§ **Problem to work on**: Go through the records below line by line and report how many lines include "rows", giving the number only.

::: Material for this exercise

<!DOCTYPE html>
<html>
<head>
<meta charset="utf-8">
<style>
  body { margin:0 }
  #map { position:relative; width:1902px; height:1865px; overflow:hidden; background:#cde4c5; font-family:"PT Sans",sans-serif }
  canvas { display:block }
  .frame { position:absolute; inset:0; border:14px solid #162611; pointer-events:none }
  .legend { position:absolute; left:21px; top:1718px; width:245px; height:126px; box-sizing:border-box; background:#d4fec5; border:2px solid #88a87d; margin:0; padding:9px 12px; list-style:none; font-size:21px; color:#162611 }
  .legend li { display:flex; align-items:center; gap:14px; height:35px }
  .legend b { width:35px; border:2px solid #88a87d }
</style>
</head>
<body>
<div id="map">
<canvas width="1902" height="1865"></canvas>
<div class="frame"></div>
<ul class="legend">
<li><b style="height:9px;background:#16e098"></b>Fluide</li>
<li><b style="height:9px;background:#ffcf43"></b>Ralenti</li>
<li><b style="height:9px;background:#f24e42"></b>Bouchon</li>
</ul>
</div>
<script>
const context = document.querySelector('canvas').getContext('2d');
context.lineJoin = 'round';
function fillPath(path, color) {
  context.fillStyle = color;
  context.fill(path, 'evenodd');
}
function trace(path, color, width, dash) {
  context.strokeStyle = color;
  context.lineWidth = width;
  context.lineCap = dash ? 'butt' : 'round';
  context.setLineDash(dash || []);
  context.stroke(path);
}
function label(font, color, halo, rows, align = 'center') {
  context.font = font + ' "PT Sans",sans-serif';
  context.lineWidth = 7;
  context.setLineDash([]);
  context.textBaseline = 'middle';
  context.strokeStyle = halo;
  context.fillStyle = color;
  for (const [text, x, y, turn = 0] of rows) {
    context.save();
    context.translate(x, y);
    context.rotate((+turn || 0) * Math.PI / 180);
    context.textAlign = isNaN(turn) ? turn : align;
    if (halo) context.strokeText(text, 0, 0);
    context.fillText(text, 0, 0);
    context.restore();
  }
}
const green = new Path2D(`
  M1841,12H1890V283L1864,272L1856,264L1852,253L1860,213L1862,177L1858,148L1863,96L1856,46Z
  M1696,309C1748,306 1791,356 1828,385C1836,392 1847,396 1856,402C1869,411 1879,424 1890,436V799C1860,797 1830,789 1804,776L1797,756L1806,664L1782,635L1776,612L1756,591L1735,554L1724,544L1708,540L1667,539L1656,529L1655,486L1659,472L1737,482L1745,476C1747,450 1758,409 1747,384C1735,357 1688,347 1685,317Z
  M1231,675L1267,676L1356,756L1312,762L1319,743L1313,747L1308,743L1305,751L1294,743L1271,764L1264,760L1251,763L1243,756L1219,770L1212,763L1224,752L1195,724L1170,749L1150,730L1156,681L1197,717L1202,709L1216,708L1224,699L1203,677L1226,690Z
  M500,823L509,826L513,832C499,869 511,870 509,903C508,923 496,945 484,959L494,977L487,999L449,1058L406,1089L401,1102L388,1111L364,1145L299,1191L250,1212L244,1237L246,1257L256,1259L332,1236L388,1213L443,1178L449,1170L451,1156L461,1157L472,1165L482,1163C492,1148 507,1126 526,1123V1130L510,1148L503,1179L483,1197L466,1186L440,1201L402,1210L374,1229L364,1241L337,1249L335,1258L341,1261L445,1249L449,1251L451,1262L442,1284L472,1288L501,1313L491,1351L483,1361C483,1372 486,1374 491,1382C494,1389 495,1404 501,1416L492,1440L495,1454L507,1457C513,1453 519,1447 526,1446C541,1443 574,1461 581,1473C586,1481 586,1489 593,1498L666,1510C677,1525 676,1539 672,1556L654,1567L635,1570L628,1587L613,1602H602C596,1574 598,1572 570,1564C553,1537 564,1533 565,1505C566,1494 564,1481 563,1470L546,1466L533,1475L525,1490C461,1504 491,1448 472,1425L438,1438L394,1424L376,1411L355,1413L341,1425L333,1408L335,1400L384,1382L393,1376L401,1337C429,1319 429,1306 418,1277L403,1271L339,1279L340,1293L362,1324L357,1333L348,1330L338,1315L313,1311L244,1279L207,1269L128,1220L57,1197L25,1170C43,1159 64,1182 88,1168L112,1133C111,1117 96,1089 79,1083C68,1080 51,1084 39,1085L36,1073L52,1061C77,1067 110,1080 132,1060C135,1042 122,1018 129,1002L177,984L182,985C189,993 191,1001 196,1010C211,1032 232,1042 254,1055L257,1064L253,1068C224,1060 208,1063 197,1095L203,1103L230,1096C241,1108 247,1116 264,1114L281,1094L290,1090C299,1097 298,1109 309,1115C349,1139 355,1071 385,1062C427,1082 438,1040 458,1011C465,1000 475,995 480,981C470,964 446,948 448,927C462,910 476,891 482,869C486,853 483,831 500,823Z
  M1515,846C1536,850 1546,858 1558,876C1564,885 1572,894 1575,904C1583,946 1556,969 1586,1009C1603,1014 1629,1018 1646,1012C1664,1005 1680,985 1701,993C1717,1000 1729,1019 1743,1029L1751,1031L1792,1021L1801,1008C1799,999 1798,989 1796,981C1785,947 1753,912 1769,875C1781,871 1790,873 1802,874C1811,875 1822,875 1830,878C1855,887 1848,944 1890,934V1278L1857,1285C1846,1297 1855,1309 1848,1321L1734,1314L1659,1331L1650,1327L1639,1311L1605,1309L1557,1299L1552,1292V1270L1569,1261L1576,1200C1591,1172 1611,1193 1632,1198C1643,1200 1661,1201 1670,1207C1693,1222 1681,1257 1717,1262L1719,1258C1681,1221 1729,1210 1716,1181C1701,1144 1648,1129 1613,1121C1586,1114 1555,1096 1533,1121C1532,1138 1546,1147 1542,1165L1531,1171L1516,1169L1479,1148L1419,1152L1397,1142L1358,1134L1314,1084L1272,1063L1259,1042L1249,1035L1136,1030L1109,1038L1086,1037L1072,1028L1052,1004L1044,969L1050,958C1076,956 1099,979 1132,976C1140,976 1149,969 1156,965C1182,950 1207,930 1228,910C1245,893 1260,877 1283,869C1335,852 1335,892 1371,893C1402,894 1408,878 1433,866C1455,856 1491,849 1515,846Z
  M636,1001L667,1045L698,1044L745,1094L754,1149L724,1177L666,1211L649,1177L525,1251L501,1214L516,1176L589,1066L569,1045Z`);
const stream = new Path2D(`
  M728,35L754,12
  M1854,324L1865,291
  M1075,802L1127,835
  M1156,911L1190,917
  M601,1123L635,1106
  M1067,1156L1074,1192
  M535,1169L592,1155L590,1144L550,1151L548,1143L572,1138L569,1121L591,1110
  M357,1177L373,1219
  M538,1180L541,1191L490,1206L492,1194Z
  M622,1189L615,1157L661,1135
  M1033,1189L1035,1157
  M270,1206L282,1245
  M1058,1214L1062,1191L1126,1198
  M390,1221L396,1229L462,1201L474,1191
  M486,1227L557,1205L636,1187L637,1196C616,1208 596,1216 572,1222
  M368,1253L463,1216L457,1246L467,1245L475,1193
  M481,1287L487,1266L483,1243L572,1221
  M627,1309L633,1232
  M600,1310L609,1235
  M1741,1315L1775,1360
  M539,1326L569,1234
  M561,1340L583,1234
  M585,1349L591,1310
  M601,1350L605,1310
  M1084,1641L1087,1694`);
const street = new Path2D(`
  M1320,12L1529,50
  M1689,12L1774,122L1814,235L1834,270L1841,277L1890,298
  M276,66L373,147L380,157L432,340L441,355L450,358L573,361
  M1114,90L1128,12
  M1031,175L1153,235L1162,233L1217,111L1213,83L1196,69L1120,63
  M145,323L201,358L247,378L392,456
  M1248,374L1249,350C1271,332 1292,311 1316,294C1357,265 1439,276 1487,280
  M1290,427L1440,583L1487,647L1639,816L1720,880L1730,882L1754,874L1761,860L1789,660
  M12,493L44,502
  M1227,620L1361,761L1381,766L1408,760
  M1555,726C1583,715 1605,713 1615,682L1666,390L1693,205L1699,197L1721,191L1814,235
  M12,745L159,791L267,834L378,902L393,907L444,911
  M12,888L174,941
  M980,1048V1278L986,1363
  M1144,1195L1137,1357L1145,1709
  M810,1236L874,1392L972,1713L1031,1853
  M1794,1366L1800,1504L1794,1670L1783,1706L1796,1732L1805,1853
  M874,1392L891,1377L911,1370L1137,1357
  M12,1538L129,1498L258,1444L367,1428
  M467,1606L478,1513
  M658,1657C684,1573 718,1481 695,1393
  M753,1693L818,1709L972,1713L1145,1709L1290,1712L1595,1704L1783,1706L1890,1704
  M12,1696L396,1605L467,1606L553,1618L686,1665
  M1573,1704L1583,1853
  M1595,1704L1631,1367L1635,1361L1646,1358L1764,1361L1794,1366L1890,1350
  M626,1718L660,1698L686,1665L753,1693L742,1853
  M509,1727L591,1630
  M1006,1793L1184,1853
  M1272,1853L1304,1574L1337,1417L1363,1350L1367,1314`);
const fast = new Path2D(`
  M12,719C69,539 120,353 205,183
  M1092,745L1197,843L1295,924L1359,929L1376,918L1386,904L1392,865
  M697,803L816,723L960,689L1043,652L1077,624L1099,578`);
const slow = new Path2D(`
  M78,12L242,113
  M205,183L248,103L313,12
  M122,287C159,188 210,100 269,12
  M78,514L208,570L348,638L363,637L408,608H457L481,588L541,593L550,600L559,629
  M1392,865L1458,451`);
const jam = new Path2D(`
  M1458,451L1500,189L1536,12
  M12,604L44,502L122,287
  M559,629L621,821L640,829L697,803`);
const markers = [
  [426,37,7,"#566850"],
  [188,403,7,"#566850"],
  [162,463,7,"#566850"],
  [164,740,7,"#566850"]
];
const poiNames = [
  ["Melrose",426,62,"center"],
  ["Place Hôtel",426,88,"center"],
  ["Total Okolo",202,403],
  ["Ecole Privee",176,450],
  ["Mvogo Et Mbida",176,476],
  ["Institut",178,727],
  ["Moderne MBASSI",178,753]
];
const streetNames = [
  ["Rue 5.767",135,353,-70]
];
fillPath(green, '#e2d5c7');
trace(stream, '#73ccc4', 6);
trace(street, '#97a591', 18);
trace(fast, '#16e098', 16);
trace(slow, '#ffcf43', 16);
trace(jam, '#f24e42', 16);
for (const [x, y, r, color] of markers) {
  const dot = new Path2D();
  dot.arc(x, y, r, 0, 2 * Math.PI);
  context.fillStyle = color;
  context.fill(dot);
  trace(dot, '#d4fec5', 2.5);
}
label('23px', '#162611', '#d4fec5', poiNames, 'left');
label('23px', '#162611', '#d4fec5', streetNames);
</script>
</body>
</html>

::::::

§ **Result for this exercise**: 2